YOUR TASK
Each entry should be duplicated exactly, with no line missing.
_____
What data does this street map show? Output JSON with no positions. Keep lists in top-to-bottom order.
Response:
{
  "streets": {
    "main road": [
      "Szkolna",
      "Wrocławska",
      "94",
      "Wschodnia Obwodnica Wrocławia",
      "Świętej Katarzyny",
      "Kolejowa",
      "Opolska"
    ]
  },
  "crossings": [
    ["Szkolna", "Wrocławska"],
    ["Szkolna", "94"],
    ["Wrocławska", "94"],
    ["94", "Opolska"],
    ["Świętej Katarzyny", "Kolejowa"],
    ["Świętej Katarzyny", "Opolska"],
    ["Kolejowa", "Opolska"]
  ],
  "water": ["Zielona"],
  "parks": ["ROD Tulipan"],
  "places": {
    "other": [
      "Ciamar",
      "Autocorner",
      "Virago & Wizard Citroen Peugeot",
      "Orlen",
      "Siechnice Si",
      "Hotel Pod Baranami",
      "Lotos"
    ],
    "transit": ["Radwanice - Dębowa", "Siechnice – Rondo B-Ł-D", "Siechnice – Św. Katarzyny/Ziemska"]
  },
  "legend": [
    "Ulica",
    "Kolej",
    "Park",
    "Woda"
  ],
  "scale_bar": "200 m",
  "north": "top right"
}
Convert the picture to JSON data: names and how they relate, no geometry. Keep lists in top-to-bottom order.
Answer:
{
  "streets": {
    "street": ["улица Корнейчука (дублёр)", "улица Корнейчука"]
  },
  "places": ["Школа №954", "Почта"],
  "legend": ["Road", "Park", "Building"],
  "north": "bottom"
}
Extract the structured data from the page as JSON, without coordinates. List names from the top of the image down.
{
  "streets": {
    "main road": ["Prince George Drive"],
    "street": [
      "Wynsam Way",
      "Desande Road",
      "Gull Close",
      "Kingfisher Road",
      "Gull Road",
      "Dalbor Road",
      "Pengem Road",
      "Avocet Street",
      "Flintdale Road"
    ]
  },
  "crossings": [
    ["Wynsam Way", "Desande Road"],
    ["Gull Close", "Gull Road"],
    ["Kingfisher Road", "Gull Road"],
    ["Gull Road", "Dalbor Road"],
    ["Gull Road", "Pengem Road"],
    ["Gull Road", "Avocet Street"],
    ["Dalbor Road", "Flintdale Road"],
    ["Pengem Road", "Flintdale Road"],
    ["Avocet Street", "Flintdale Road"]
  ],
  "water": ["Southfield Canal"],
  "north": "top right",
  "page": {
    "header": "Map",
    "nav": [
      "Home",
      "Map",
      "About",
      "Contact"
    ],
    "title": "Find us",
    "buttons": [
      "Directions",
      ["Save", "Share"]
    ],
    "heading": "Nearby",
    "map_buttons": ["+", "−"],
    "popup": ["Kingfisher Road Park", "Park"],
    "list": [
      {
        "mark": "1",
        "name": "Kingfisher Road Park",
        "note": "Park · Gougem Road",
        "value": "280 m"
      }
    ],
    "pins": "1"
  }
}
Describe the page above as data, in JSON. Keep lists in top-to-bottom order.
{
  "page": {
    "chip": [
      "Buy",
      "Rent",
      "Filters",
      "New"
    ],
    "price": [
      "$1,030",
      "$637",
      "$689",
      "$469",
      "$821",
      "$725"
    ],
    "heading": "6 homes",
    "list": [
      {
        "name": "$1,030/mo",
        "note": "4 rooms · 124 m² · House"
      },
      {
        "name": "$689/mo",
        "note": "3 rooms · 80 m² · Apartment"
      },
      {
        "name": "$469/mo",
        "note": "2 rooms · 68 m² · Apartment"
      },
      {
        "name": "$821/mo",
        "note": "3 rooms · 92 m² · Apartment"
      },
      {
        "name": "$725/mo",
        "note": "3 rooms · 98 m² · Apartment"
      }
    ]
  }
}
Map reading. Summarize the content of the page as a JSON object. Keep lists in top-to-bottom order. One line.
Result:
_____
RESULT
What data does this street map show? Output JSON with no positions. Keep lists in top-to-bottom order.
Response:
{
  "streets": {
    "main road": [
      "Szkolna",
      "Wrocławska",
      "94",
      "Wschodnia Obwodnica Wrocławia",
      "Świętej Katarzyny",
      "Kolejowa",
      "Opolska"
    ]
  },
  "crossings": [
    ["Szkolna", "Wrocławska"],
    ["Szkolna", "94"],
    ["Wrocławska", "94"],
    ["94", "Opolska"],
    ["Świętej Katarzyny", "Kolejowa"],
    ["Świętej Katarzyny", "Opolska"],
    ["Kolejowa", "Opolska"]
  ],
  "water": ["Zielona"],
  "parks": ["ROD Tulipan"],
  "places": {
    "other": [
      "Ciamar",
      "Autocorner",
      "Virago & Wizard Citroen Peugeot",
      "Orlen",
      "Siechnice Si",
      "Hotel Pod Baranami",
      "Lotos"
    ],
    "transit": ["Radwanice - Dębowa", "Siechnice – Rondo B-Ł-D", "Siechnice – Św. Katarzyny/Ziemska"]
  },
  "legend": [
    "Ulica",
    "Kolej",
    "Park",
    "Woda"
  ],
  "scale_bar": "200 m",
  "north": "top right"
}
Convert the picture to JSON data: names and how they relate, no geometry. Keep lists in top-to-bottom order.
Answer:
{
  "streets": {
    "street": ["улица Корнейчука (дублёр)", "улица Корнейчука"]
  },
  "places": ["Школа №954", "Почта"],
  "legend": ["Road", "Park", "Building"],
  "north": "bottom"
}
Extract the structured data from the page as JSON, without coordinates. List names from the top of the image down.
{
  "streets": {
    "main road": ["Prince George Drive"],
    "street": [
      "Wynsam Way",
      "Desande Road",
      "Gull Close",
      "Kingfisher Road",
      "Gull Road",
      "Dalbor Road",
      "Pengem Road",
      "Avocet Street",
      "Flintdale Road"
    ]
  },
  "crossings": [
    ["Wynsam Way", "Desande Road"],
    ["Gull Close", "Gull Road"],
    ["Kingfisher Road", "Gull Road"],
    ["Gull Road", "Dalbor Road"],
    ["Gull Road", "Pengem Road"],
    ["Gull Road", "Avocet Street"],
    ["Dalbor Road", "Flintdale Road"],
    ["Pengem Road", "Flintdale Road"],
    ["Avocet Street", "Flintdale Road"]
  ],
  "water": ["Southfield Canal"],
  "north": "top right",
  "page": {
    "header": "Map",
    "nav": [
      "Home",
      "Map",
      "About",
      "Contact"
    ],
    "title": "Find us",
    "buttons": [
      "Directions",
      ["Save", "Share"]
    ],
    "heading": "Nearby",
    "map_buttons": ["+", "−"],
    "popup": ["Kingfisher Road Park", "Park"],
    "list": [
      {
        "mark": "1",
        "name": "Kingfisher Road Park",
        "note": "Park · Gougem Road",
        "value": "280 m"
      }
    ],
    "pins": "1"
  }
}
Describe the page above as data, in JSON. Keep lists in top-to-bottom order.
{
  "page": {
    "chip": [
      "Buy",
      "Rent",
      "Filters",
      "New"
    ],
    "price": [
      "$1,030",
      "$637",
      "$689",
      "$469",
      "$821",
      "$725"
    ],
    "heading": "6 homes",
    "list": [
      {
        "name": "$1,030/mo",
        "note": "4 rooms · 124 m² · House"
      },
      {
        "name": "$689/mo",
        "note": "3 rooms · 80 m² · Apartment"
      },
      {
        "name": "$469/mo",
        "note": "2 rooms · 68 m² · Apartment"
      },
      {
        "name": "$821/mo",
        "note": "3 rooms · 92 m² · Apartment"
      },
      {
        "name": "$725/mo",
        "note": "3 rooms · 98 m² · Apartment"
      }
    ]
  }
}
Map reading. Summarize the content of the page as a JSON object. Keep lists in top-to-bottom order. One line.
Result:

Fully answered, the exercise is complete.